From the moment of conception, there is an Original Qi contained within that nurtures the body. There is no excess or deficiency; it is balanced and does not flow. It is ultimately good and complete, and is known as the True Yang. This is the same as the so-called centralized qi. This qi normally benefits the four corners of the body, and penetrate to nourish the bones. There is no place in the body it does not reach, there is no point in time which it is absent. The internal and external are united in a single qi. It flows ceaselessly without a break. The opening and closing, movement of stillness of martial forms have this qi as their root. The mystery of the various extensions and contractions springs forth from this qi. To open is to extend and to move. To close is to contract and to be still. Opening is yang and closing is yin. To issue, extend, or move is yang. To withdraw, contract, or become still is yin. Opening and closing is like the one qi moving through the cycles of yin and yang. Tai Ji is the one qi. The one qi is Tai Ji. When referring to the body, it is called Tai Ji. When referring to the use, it is called the one qi. When yang is called for, it is yang. When yin is called for, it is yin. When it should be above, it is above. When it should be below, it is below. From yang comes yin and from yin comes yang. The one qi is lively and active. It is established everywhere.

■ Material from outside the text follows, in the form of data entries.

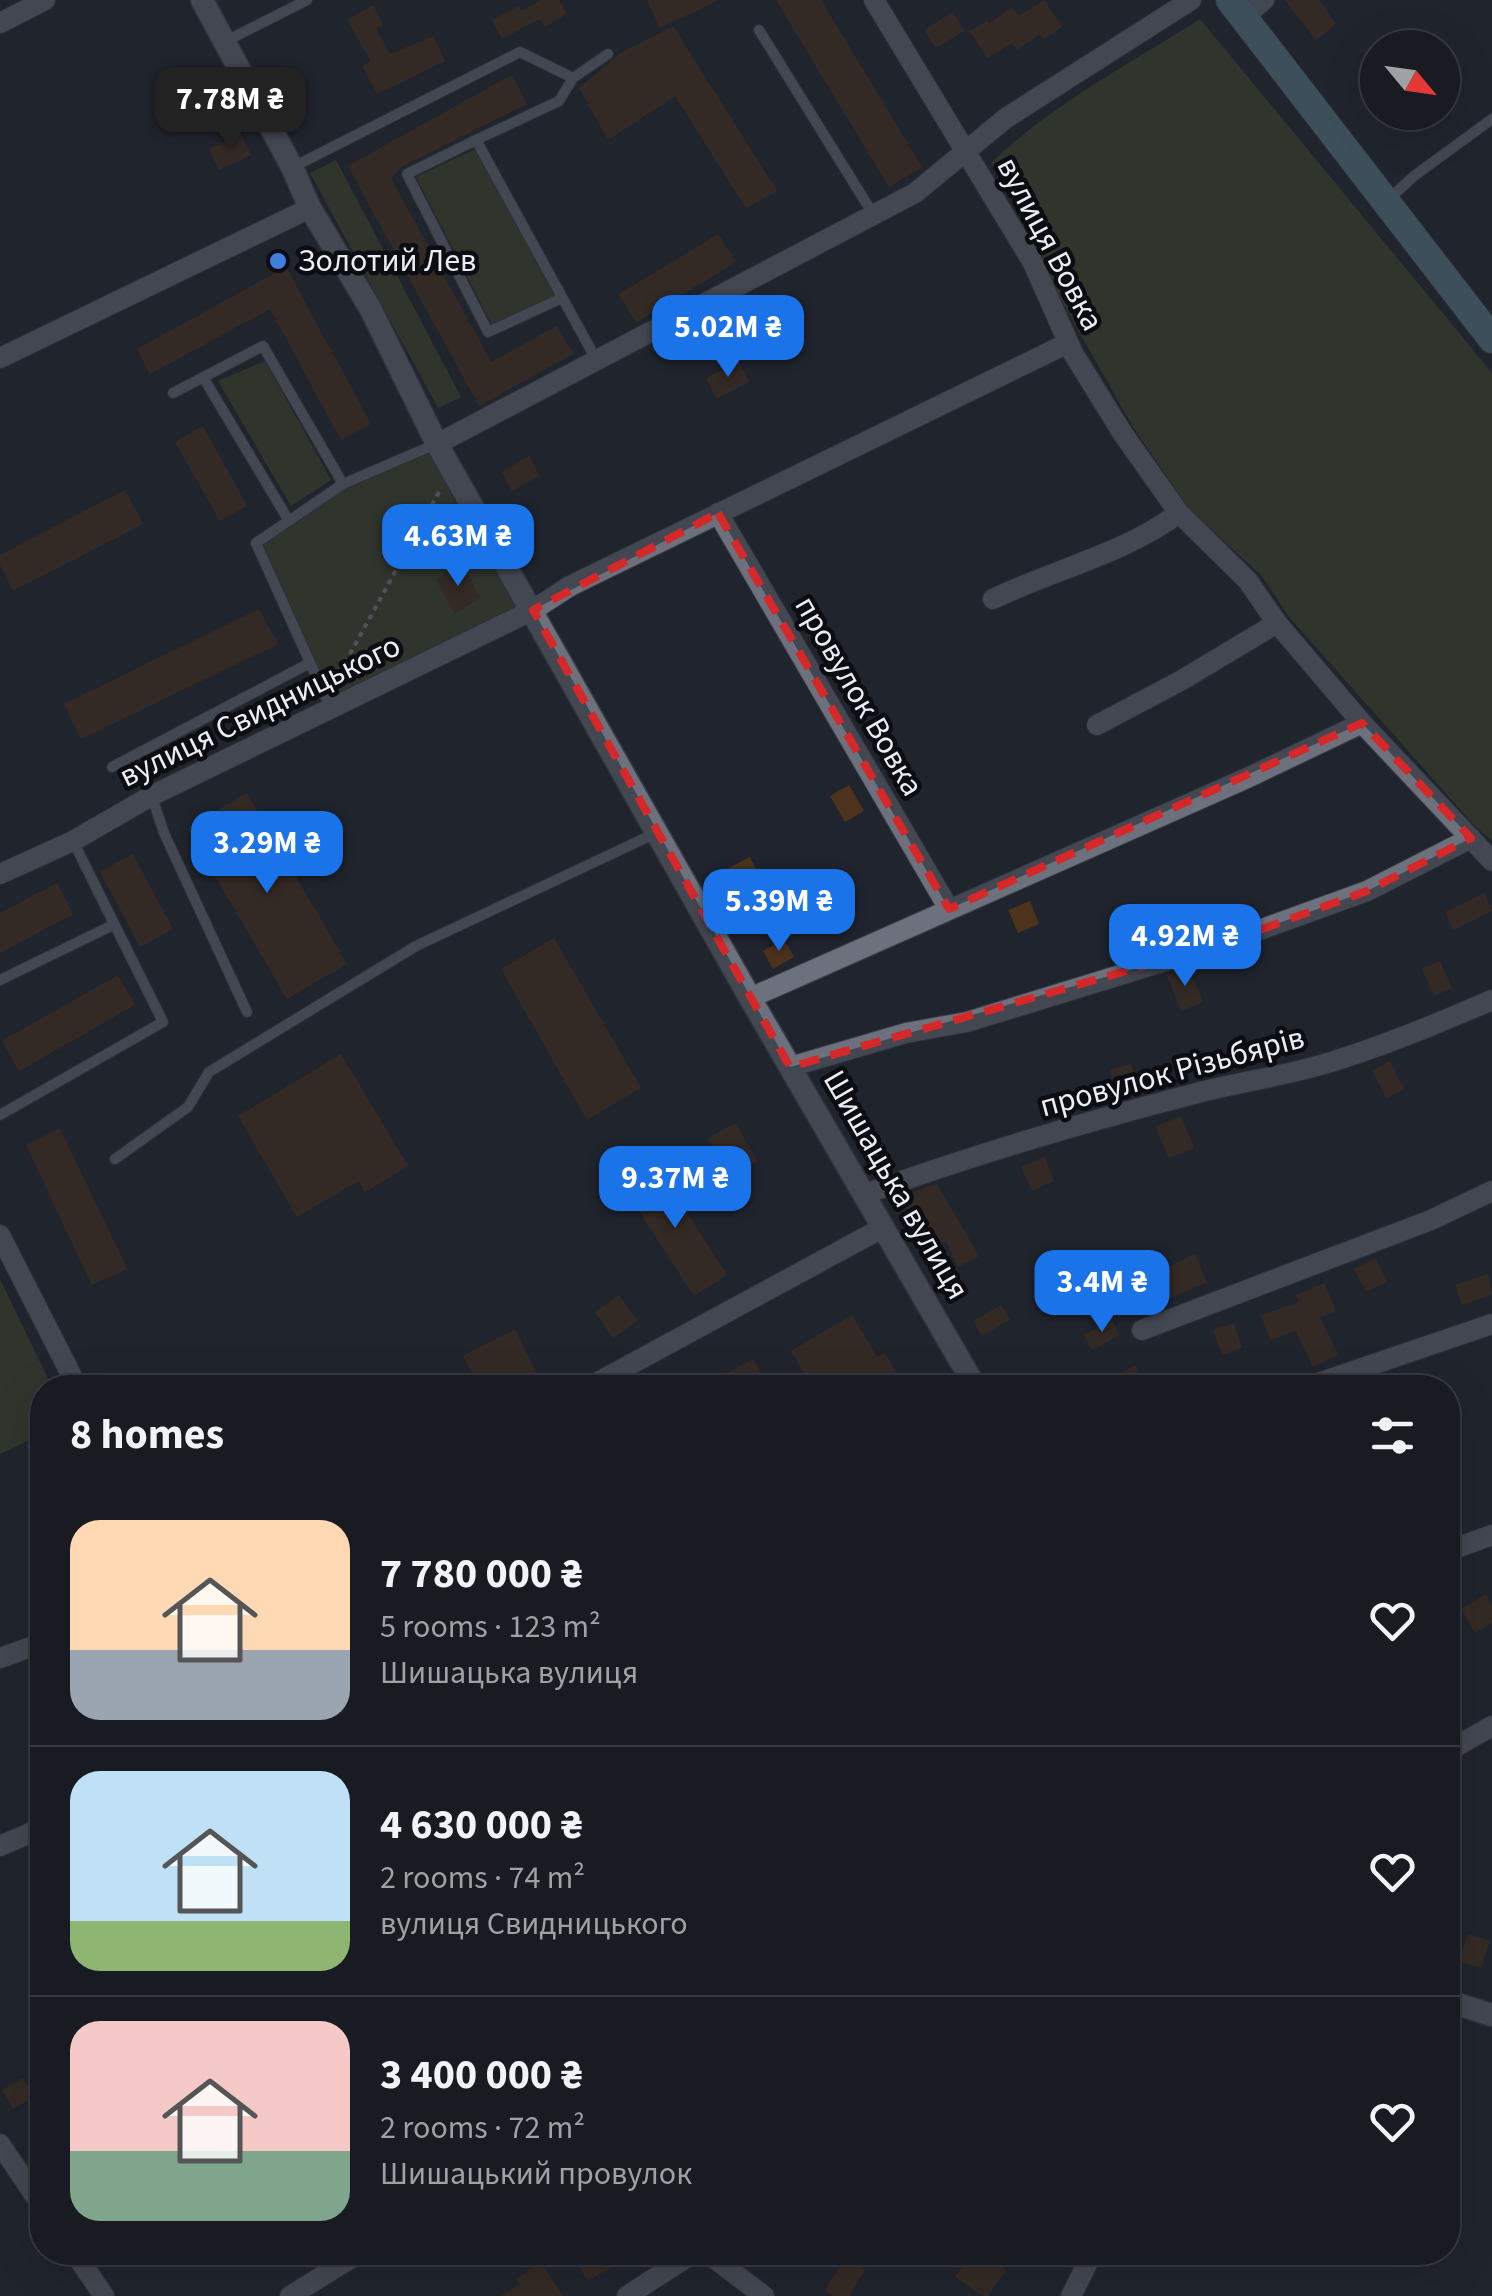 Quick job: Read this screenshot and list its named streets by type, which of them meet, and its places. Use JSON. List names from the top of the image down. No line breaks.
{"streets":{"street":["вулиця Вовка","провулок Вовка","вулиця Свидницького","провулок Різьбярів","Шишацька вулиця"]},"crossings":[["вулиця Вовка","вулиця Свидницького"],["вулиця Вовка","Шишацька вулиця"],["провулок Вовка","вулиця Свидницького"],["вулиця Свидницького","Шишацька вулиця"],["провулок Різьбярів","Шишацька вулиця"]],"places":["Золотий Лев"],"north":"bottom right","page":{"price":["7.78M ₴","5.02M ₴","4.63M ₴","3.29M ₴","5.39M ₴","4.92M ₴","9.37M ₴","3.4M ₴"],"heading":"8 homes","list":[{"name":"7 780 000 ₴","note":"5 rooms · 123 m² · Шишацька вулиця"},{"name":"4 630 000 ₴","note":"2 rooms · 74 m² · вулиця Свидницького"},{"name":"3 400 000 ₴","note":"2 rooms · 72 m² · Шишацький провулок"}]}} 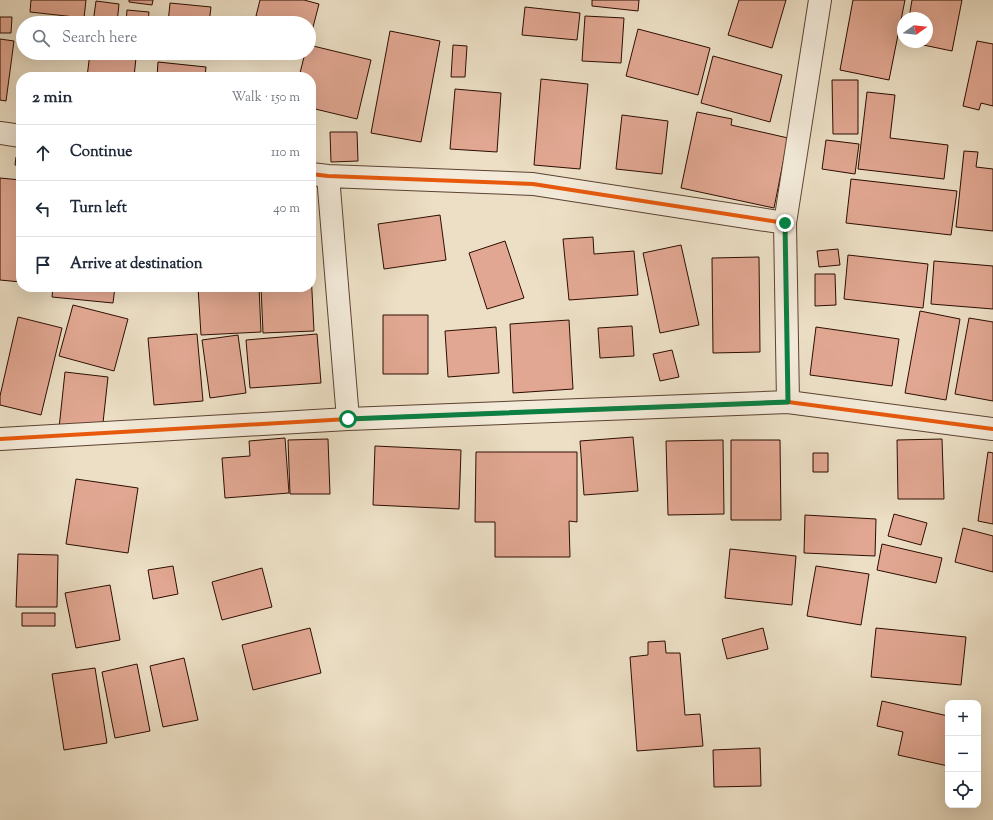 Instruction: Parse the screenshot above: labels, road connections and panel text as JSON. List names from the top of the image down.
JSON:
{
  "north": "right",
  "page": {
    "search": "Search here",
    "heading": ["2 min", "Walk · 150 m"],
    "list": [
      ["Continue", "110 m"],
      ["Turn left", "40 m"],
      "Arrive at destination"
    ],
    "map_buttons": ["+", "−"]
  }
}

Opening and closing are natural; they alternate as appropriate to the situation. This is the same as Tai Ji Quan. The ancient were not able to demonstrate this to others or write it in books. This is the way it is. If the student is able to alternate opening and closing as well as stillness and movement, and comes to a deep understanding of their source, the commen root of every posture will be clear and one will obtain their mysterious uses(1. The central feature of the postures is the combination of an empty circle which has form and a formless circle which is full. These two circles represent the principle of the “empty” and “substantial.” Within the postures there is an apparent emptiness, but the posture is not really empty; it appears to be substantial, but there is in reality emptiness(2. This qi flows to all places without obstruction. It is rounded and lively without angles. It is without excesses or deficiencies. When manifest, the Six Harmonies are complete(3. When returning, it is hidden as a treasure within. Its changes are without limit. Its uses are inexhaustible. Herein lies the real teachings. It is the sum of Tai Ji Quan.
1) There is a famous saying that “The Tai Ji never departs from Yin and Yang; Tai Ji Quan never departs from opening and closing.”
2) In Tai Ji Quan, each part of the body has a balance of the “substantial” and the “insubstantial”. In general, the leg that supports most of the weight and the parts of the body that are applying relatively more force are substantial. The leg that bears less weight and the more passive parts of the body are insubstantial. Every move in Tai Ji Quan seeks to maintain the balance between the two states at all times and in equal proportions.
3) As described above, the Six Harmonies are divided into the Three Internal Harmonies (heart harmonizing with intent, intent harmonizing with qi, qi harmonizing with force) and the Three External Harmonies (shoulders coordinate with hips, elbows coordinate with knees, and hands coordinate with feet).